São Sebastião do Rio de Janeiro

O Rio de Janeiro foi a segunda cidade a ser fundada no país, perdendo o pioneirismo para Salvador, a primeira capital.

Fundação da Cidade do Rio de Janeiro, por Antonio Firmino Monteiro (1855-1888)

A cidade nunca foi aldeia ou vila, sendo desde a sua fundação administrada e desenvolvida pela própria coroa portuguesa, e não por um capitão donatário. (Não sei se vocês se lembram, mas essa era a época das capitanias hereditárias. 😉).

Também fomos o primeiro dos 243 municípios brasileiros que escolheram ter como padroeiro o soldado francês que viveu no século III da Era Cristã, que foi canonizado como São Sebastião. Nascido em Narbonne, se tornou cidadão de Milão e foi um mártir e santo cristão. Inclusive incluído no nome da cidade, vocês sabiam? Sim.

O que talvez vocês ainda não saibam é que o Rio se chama Cidade de São Sebastião do Rio de Janeiro, desde a sua fundação em 1º de março de 1565, realizada por Estácio de Sá em uma praia entre o Morro Cara de Cão e o Pão de Açúcar , onde hoje fica a Fortaleza São João na Urca.

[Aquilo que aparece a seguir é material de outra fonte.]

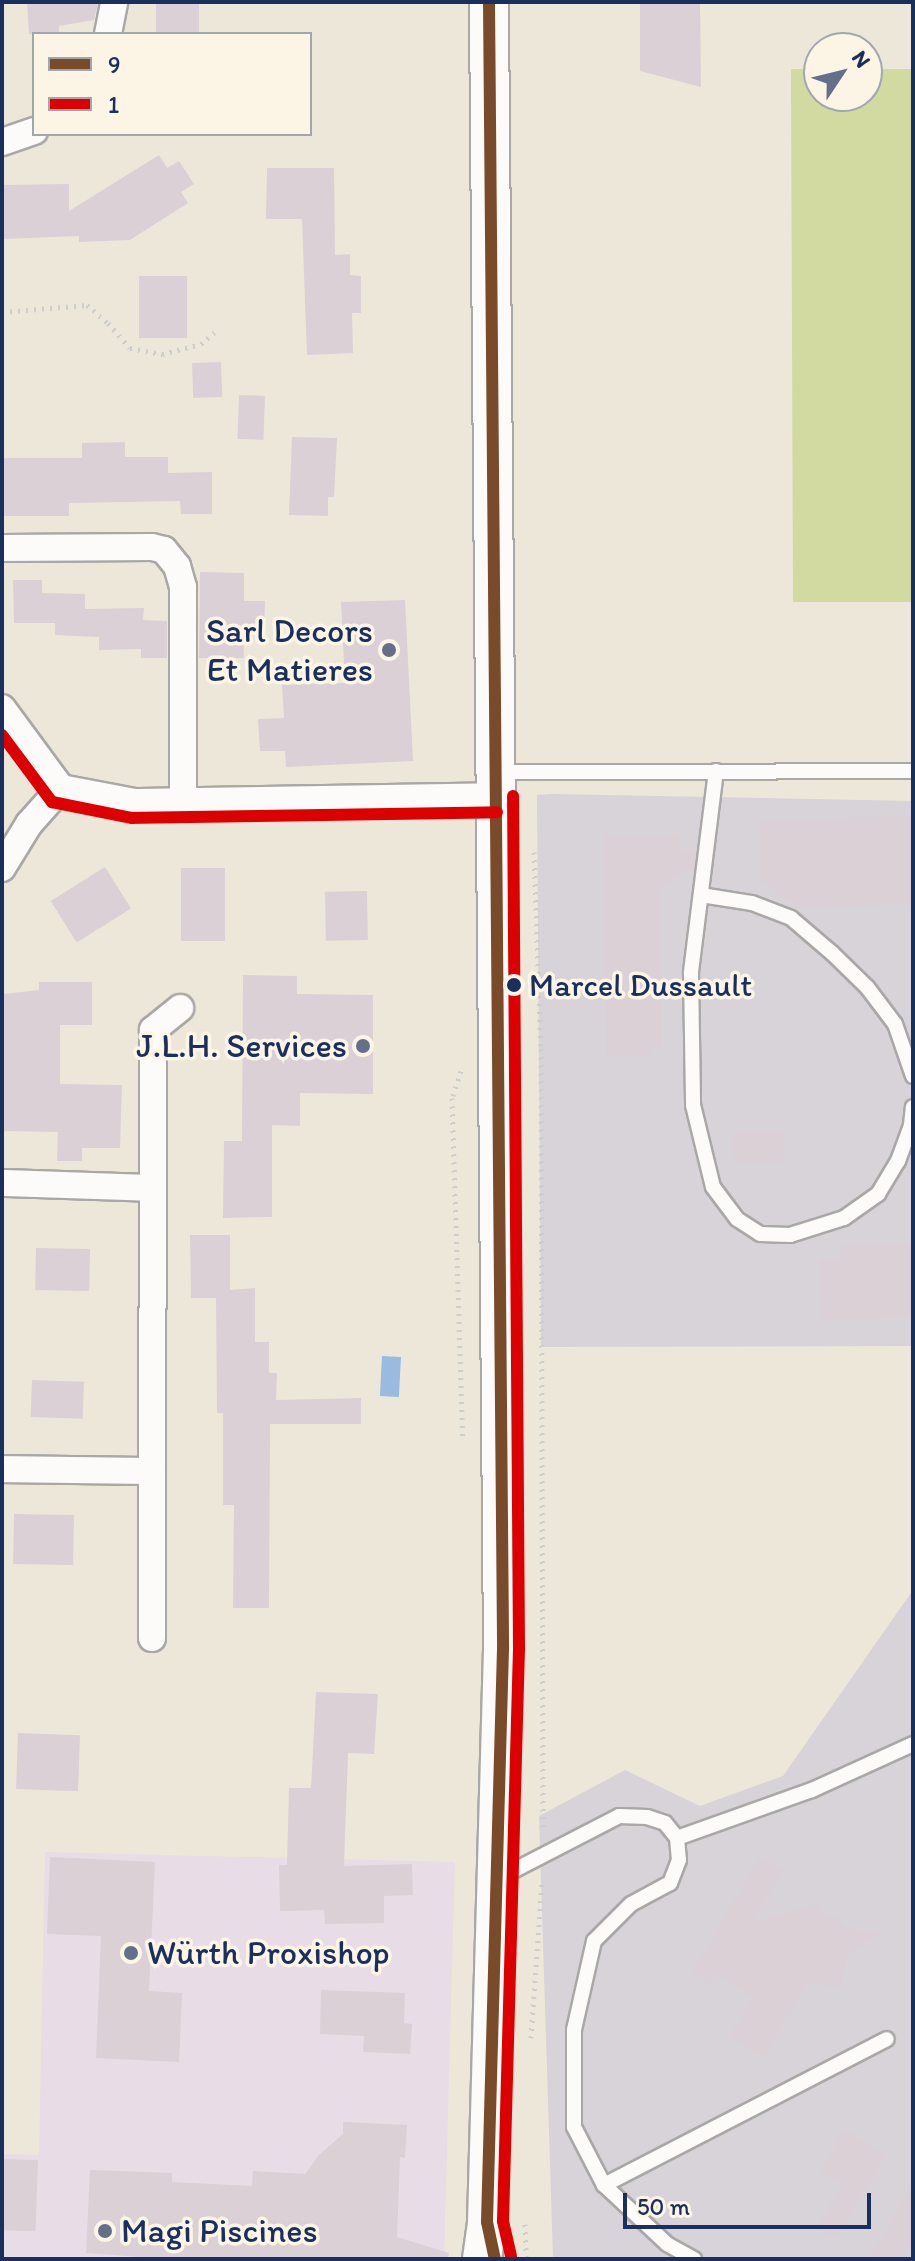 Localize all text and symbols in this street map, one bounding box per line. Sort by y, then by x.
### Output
legend [32,32,312,136]
north arrow [803,32,883,112]
text: N [846,45,877,73]
text: 9 [108,50,121,79]
text: 1 [108,90,119,119]
place label: Sarl Decors Et Matieres [205,610,373,690]
marker: Sarl Decors Et Matieres [380,641,398,659]
place label: Marcel Dussault [529,966,752,1004]
marker: Marcel Dussault [506,977,522,993]
place label: J.L.H. Services [136,1026,347,1066]
marker: J.L.H. Services [354,1037,372,1055]
place label: Würth Proxishop [147,1933,390,1973]
marker: Würth Proxishop [122,1944,140,1962]
scale bar [627,2177,875,2227]
text: 50 m [637,2192,690,2221]
place label: Magi Piscines [121,2211,317,2251]
marker: Magi Piscines [96,2222,114,2240] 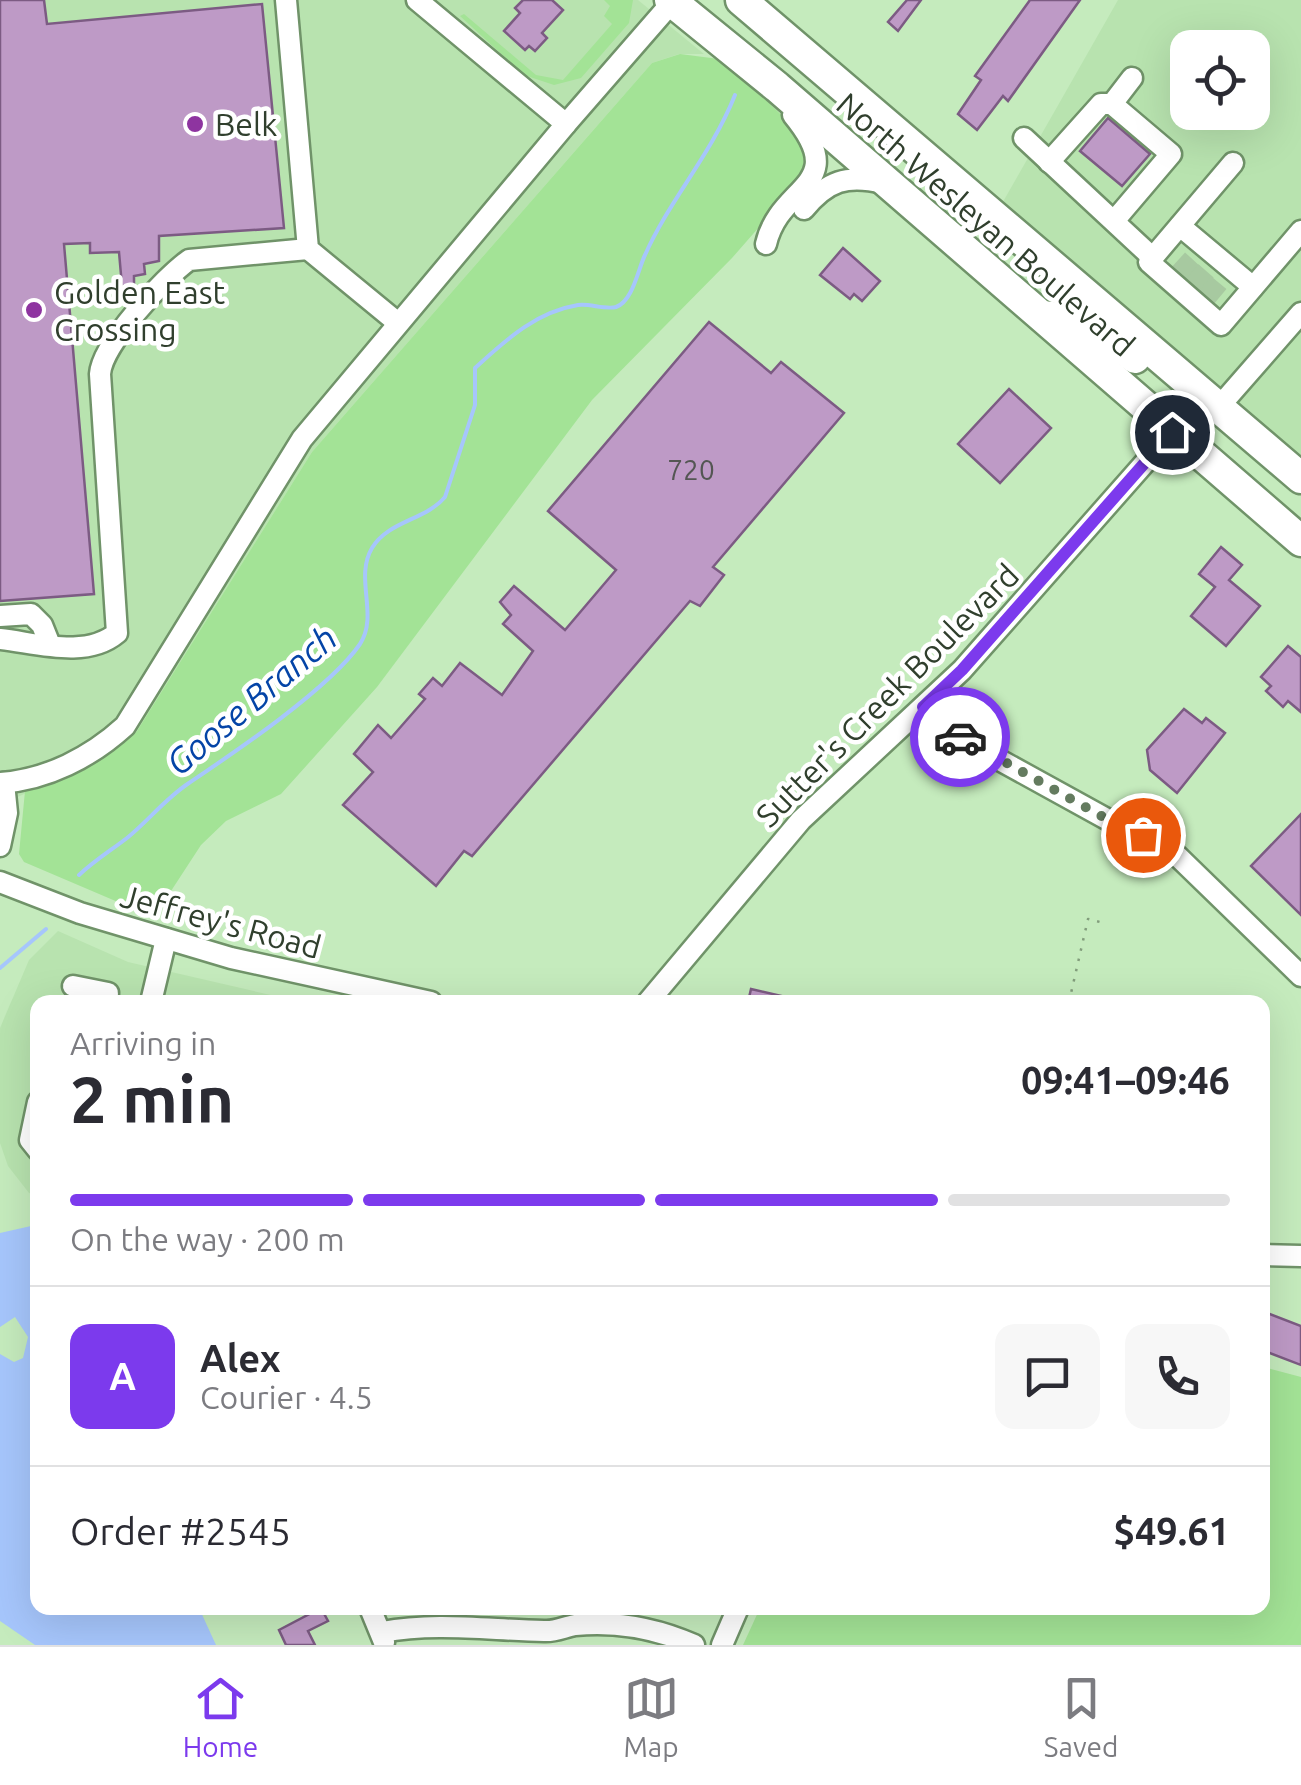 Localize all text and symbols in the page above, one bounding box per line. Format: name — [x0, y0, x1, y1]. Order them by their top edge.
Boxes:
map controls — [1170, 30, 1270, 130]
button: locate — [1170, 30, 1270, 130]
street label: North Wesleyan Boulevard — [830, 85, 1142, 363]
place label: Belk — [215, 106, 278, 142]
marker: Belk — [184, 113, 206, 135]
place label: Golden East Crossing — [54, 274, 226, 347]
marker: Golden East Crossing — [23, 299, 45, 321]
pin — [1130, 390, 1215, 475]
icon: home — [1145, 405, 1200, 460]
house number: 720 — [667, 454, 715, 485]
street label: Sutter's Creek Boulevard — [749, 557, 1025, 833]
water label: Goose Branch — [158, 617, 344, 783]
courier — [910, 687, 1010, 787]
icon: car — [933, 710, 988, 765]
pin — [1101, 793, 1186, 878]
icon: bag — [1116, 808, 1171, 863]
street label: Jeffrey's Road — [117, 877, 325, 965]
text: Arriving in — [70, 1025, 216, 1061]
text: 09:41–09:46 — [1021, 1059, 1230, 1101]
text: 2 min — [70, 1062, 234, 1135]
text: On the way · 200 m — [70, 1221, 345, 1257]
button: chat — [995, 1324, 1100, 1429]
button: phone — [1125, 1324, 1230, 1429]
text: Alex — [200, 1337, 281, 1379]
text: A — [109, 1355, 136, 1397]
text: Courier · 4.5 — [200, 1379, 373, 1415]
text: Order #2545 — [70, 1510, 291, 1552]
text: $49.61 — [1113, 1510, 1230, 1552]
tab: Home — [183, 1671, 258, 1762]
tab: Map — [623, 1671, 679, 1762]
tab: Saved — [1044, 1671, 1118, 1762]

Mapa de 1573, um dos primeiros em que a cidade, fundada em 1565, já aparece.

O Rio de Janeiro já era demarcado assim na cartografia produzida antes da fundação, pois foi encontrado pelos primeiros navegadores em janeiro de 1502. Há algumas polêmicas sobre o porquê do Rio, onde alguns afirmam que foi um erro ao identificar a Baía de Guanabara e outros que foi uma alteração na grafia de Ria (acidente geomorfológico que seria um braço de mar que adentra a costa, muito comum na região da Galícia e em Portugal). Mas sobre São Sebastião ninguém discorda, afinal o monarca português da época era o infante Dom Sebastião , logo seria uma forma de homenagear o rei. Mas até aí…mas por quê São Sebastião é nosso padroeiro??

Detalhe do baixo-relevo criado pelo escultor Humberto Cozzo (1900-1981). Está localizado, assim como tantos outros trabalhos desse grande artista nacional, na Catedral Metropolitana do Rio de Janeiro, na Avenida República do Chile, no Centro.

 

 

Bom…São Sebastião não ficou só no nome e fez questão de “dar uma forcinha” para aqueles que o homenagearam. Independente da crença de cada um, não podemos negar que nos documentos produzidos pelos jesuítas, por outros missionários e até pelos navegadores que estavam aqui nessa época, há o relato da aparição de São Sebastião na Batalha das Canoas, ocorrida em julho de 1566.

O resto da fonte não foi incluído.